Scaling the cluster is straightforward. Simply add the new worker node’s IP or hostname to your Ansible inventory under the worker group and re-run the relevant playbooks. It’s also helpful to maintain a cleanup playbook with specific tags to roll back changes if an installation fails – especially when working with bare metal servers.

Once all nodes are joined, you can finalize the setup by enabling pod networking.

Deploying a Container Network Interface (CNI)

A Container Network Interface (CNI) is essential for enabling communication between pods. After initializing the control plane – and before worker nodes host any pods – Ansible applies the CNI manifest. Popular choices for bare metal environments include:

Flannel, which uses a default CIDR of 10.244.0.0/16 for simple overlay networking.
Calico, offering advanced networking features like network policy support.
Cilium, designed for high-performance networking using eBPF.

This step is automated using Ansible’s command or shell module. For instance:

kubectl apply -f <CNI_URL>

Once the CNI is applied, playbooks can verify that all nodes show a "Ready" status and that pods can communicate across the cluster. For bare metal setups, pairing the CNI with MetalLB – also deployed via Ansible – provides LoadBalancer functionality, which is not included by default.

CNI Provider	Common Use Case	Default Pod CIDR
Flannel	Basic overlay networking for labs and small clusters	`10.244.0.0/16`
Calico	Advanced networking with policy support	`192.168.0.0/16`
Cilium	High-performance networking with eBPF	Variable

Installing Add-ons and Verifying the Cluster

Installing Add-ons with Ansible

Once your cluster and nodes are set up using Ansible, the next step is to ensure your production environment is fully equipped with the necessary add-ons.

Unlike cloud-based Kubernetes setups, bare metal clusters require you to manually install key add-ons like MetalLB, metrics-server, and Nginx Ingress Controller – tools that cloud providers often include by default. Using Ansible simplifies this process by automating the installation.

For straightforward deployments, the kubernetes.core.k8s module lets you apply YAML manifests directly. For more advanced tools like Prometheus or ArgoCD, the kubernetes.core.helm module can deploy Helm charts, with configuration values stored in group_vars. To keep things organized, create dedicated roles (e.g., roles/metallb, roles/monitoring, and roles/ingress) and manage them with boolean variables in defaults/main.yml.
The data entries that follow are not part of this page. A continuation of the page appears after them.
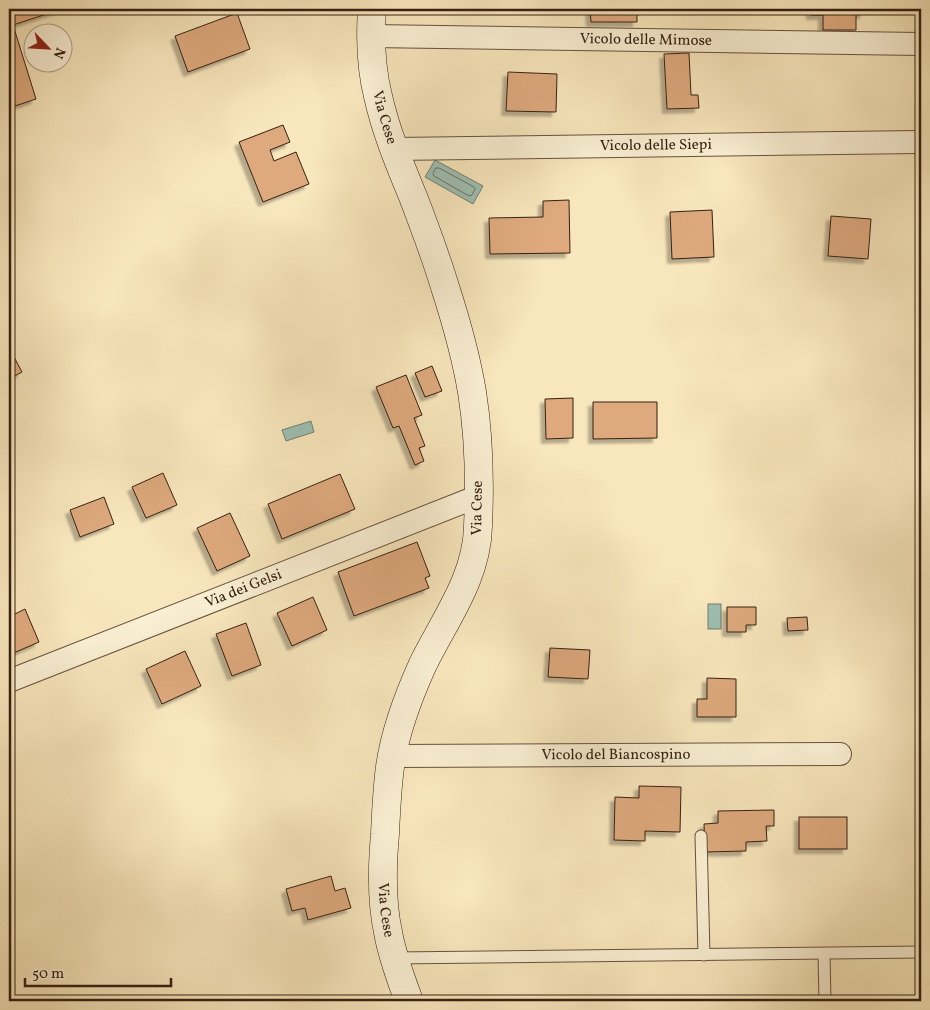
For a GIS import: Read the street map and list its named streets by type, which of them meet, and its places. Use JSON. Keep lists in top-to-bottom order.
{
  "streets": {
    "street": [
      "Vicolo delle Mimose",
      "Via Cese",
      "Vicolo delle Siepi",
      "Via dei Gelsi",
      "Vicolo del Biancospino"
    ]
  },
  "crossings": [
    ["Vicolo delle Mimose", "Via Cese"],
    ["Via Cese", "Vicolo delle Siepi"],
    ["Via Cese", "Via dei Gelsi"],
    ["Via Cese", "Vicolo del Biancospino"]
  ],
  "scale_bar": "50 m",
  "north": "bottom right"
}
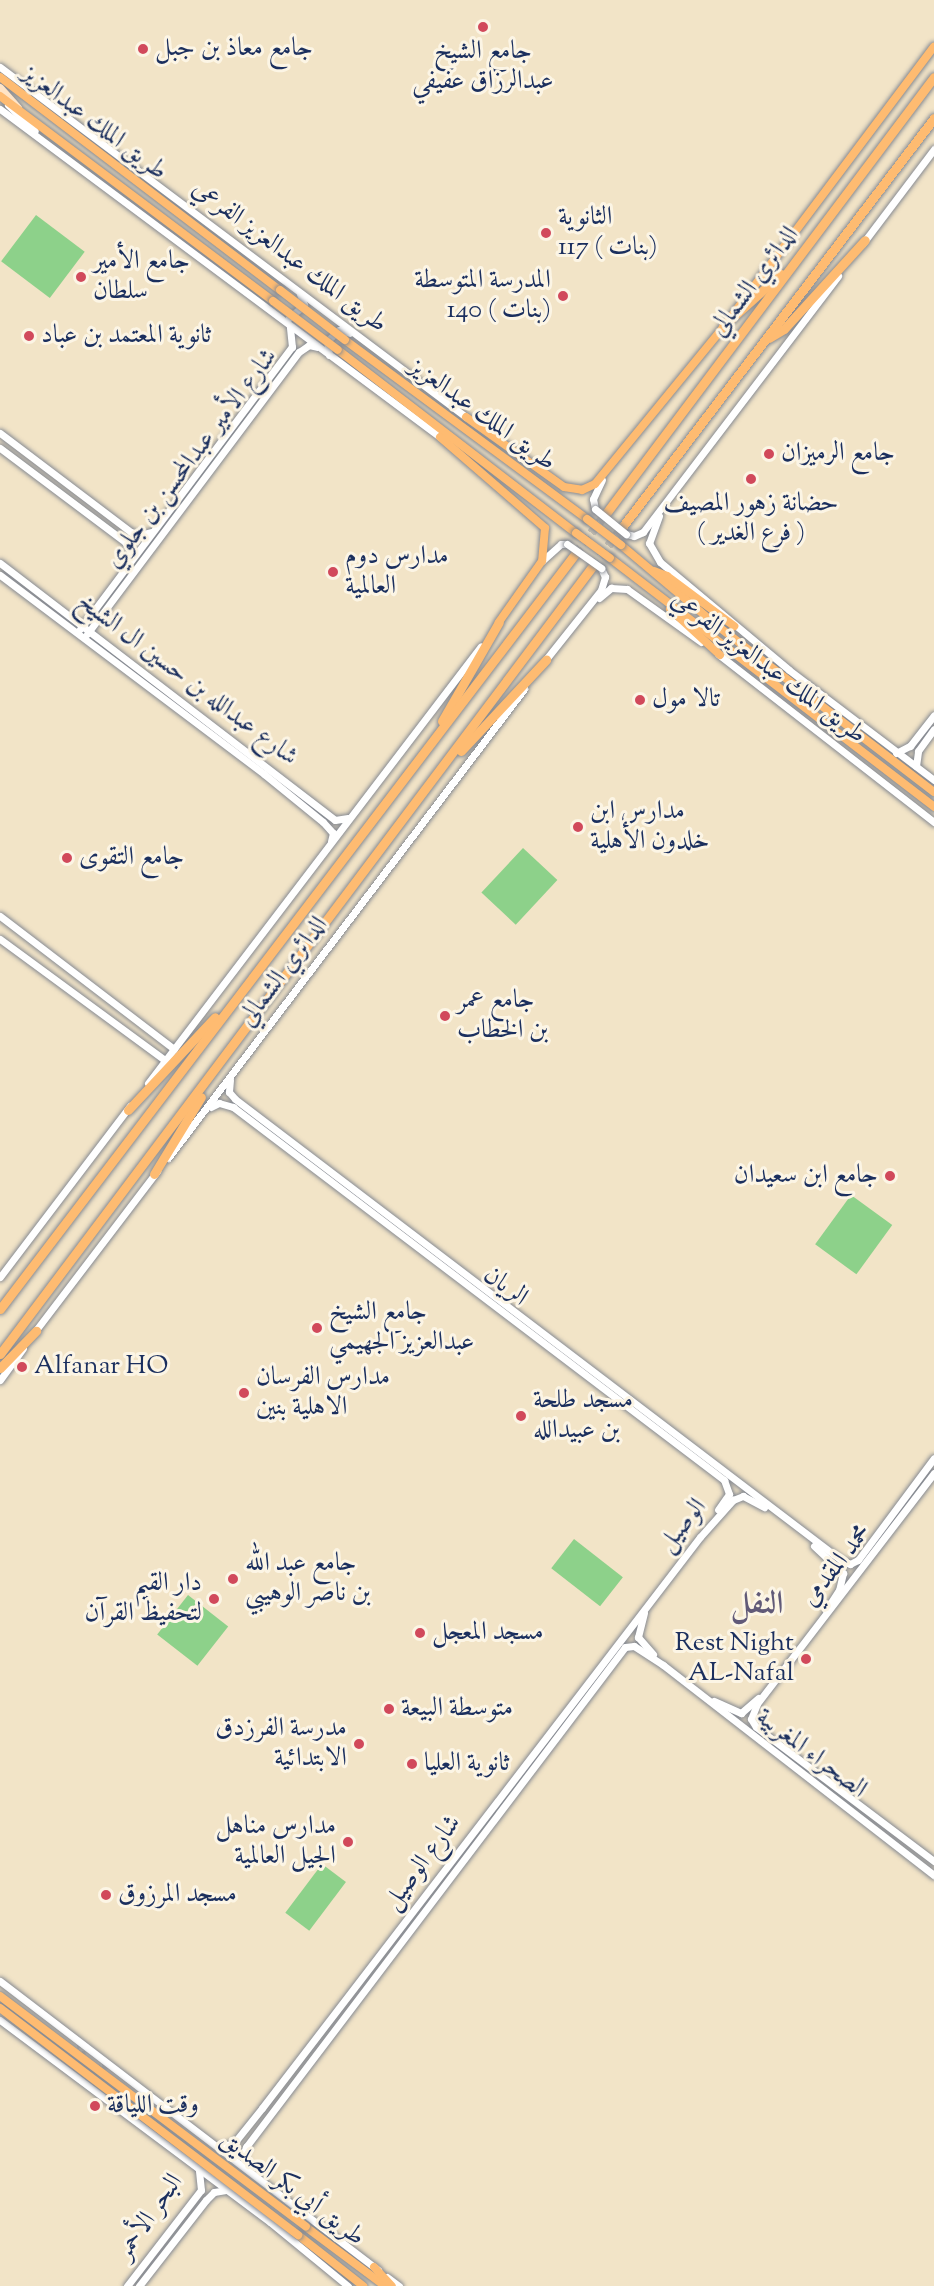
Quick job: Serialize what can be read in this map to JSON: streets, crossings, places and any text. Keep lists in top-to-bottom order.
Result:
{
  "streets": {
    "highway": ["الدائري الشمالي"],
    "main road": ["طريق الملك عبدالعزيز", "طريق أبي بكر الصديق"],
    "street": [
      "طريق الملك عبدالعزيز الفرعي",
      "شارع الأمير عبدالمحسن بن جلوي",
      "شارع عبدالله بن حسين ال الشيخ",
      "الريان",
      "الوصيل",
      "محمد المقدمي",
      "الصحراء المغربية",
      "شارع الوصيل",
      "البحر الأحمر"
    ]
  },
  "crossings": [
    ["طريق الملك عبدالعزيز الفرعي", "الدائري الشمالي"],
    ["طريق الملك عبدالعزيز الفرعي", "شارع الأمير عبدالمحسن بن جلوي"],
    ["شارع الأمير عبدالمحسن بن جلوي", "شارع عبدالله بن حسين ال الشيخ"],
    ["الريان", "الوصيل"],
    ["الريان", "محمد المقدمي"],
    ["الريان", "الصحراء المغربية"],
    ["الريان", "شارع الوصيل"],
    ["الوصيل", "محمد المقدمي"],
    ["الوصيل", "الصحراء المغربية"],
    ["الوصيل", "شارع الوصيل"],
    ["محمد المقدمي", "الصحراء المغربية"],
    ["محمد المقدمي", "شارع الوصيل"],
    ["الصحراء المغربية", "شارع الوصيل"]
  ],
  "districts": ["النفل"],
  "places": [
    "جامع الشيخ عبدالرزاق عفيفي",
    "جامع معاذ بن جبل",
    "الثانوية 117 ( بنات)",
    "جامع الأمير سلطان",
    "المدرسة المتوسطة 140 ( بنات)",
    "ثانوية المعتمد بن عباد",
    "جامع الرميزان",
    "حضانة زهور المصيف ( فرع الغدير )",
    "مدارس دوم العالمية",
    "تالا مول",
    "مدارس ابن خلدون الأهلية",
    "جامع التقوى",
    "جامع عمر بن الخطاب",
    "جامع ابن سعيدان",
    "جامع الشيخ عبدالعزيز الجهيمي",
    "Alfanar HO",
    "مدارس الفرسان الاهلية بنين",
    "مسجد طلحة بن عبيدالله",
    "جامع عبد الله بن ناصر الوهيبي",
    "دار القيم لتحفيظ القرآن",
    "مسجد المعجل",
    "Rest Night AL-Nafal",
    "متوسطة البيعة",
    "مدرسة الفرزدق الابتدائية",
    "ثانوية العليا",
    "مدارس مناهل الجيل العالمية",
    "مسجد المرزوق",
    "وقت اللياقة"
  ]
}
This approach makes it easy to enable or disable features as needed.

Here are some key add-ons recommended for production environments:

metrics-server: Provides support for kubectl top and enables Horizontal Pod Autoscaling.
Prometheus and Grafana: Offer monitoring and visualization through time-series data.
MetalLB: Acts as a load balancer by managing IP address pools in bare metal environments.
Cert-Manager: Handles SSL/TLS certificate automation.
Rook/Ceph: Facilitates block, file, and object storage across physical nodes.

Add-on Type	Common Tools	Purpose
Metrics	metrics-server	Enables `kubectl top` and autoscaling
Monitoring	Prometheus & Grafana	Collects and visualizes time-series data
Load Balancer	MetalLB	Simulates network load balancing
Ingress	Nginx Ingress Controller	Manages external HTTP/S access to services
Storage	Rook/Ceph	Automates block, file, and object storage

Once these add-ons are installed, it’s time to confirm that your cluster is functioning as expected.

Verifying Cluster Health

After deploying the add-ons, it’s crucial to validate that your cluster is operating correctly. Here’s how to check its health:

Use kubectl get nodes to confirm all master and worker nodes are in the Ready state.
Run kubectl get pods --all-namespaces to ensure system pods – like your CNI, CoreDNS, and add-ons – are up and running.
Verify that MetalLB is assigning external IP addresses by executing kubectl get svc.
Test the metrics-server by running kubectl top nodes. If you see valid CPU and memory data, it’s working as expected.
Execute kubectl cluster-info to confirm that the control plane and CoreDNS endpoints are accessible.

For a deeper functional test, deploy a sample Nginx application and expose it through your ingress controller. If the application routes traffic correctly to the pods, your networking layer is set up properly. To automate these checks, add a post-install role with the assert module. This will halt execution if any critical pods aren’t in the Ready state, ensuring issues are caught early.

Conclusion

Benefits of Using Ansible for Bare Metal Kubernetes

Ansible turns the often daunting process of setting up bare metal Kubernetes into a streamlined, automated workflow. Once your playbooks are ready, deploying entire clusters becomes a matter of minutes instead of hours. The declarative approach simplifies scaling – just update your inventory file and run the playbook, and you’re ready to go.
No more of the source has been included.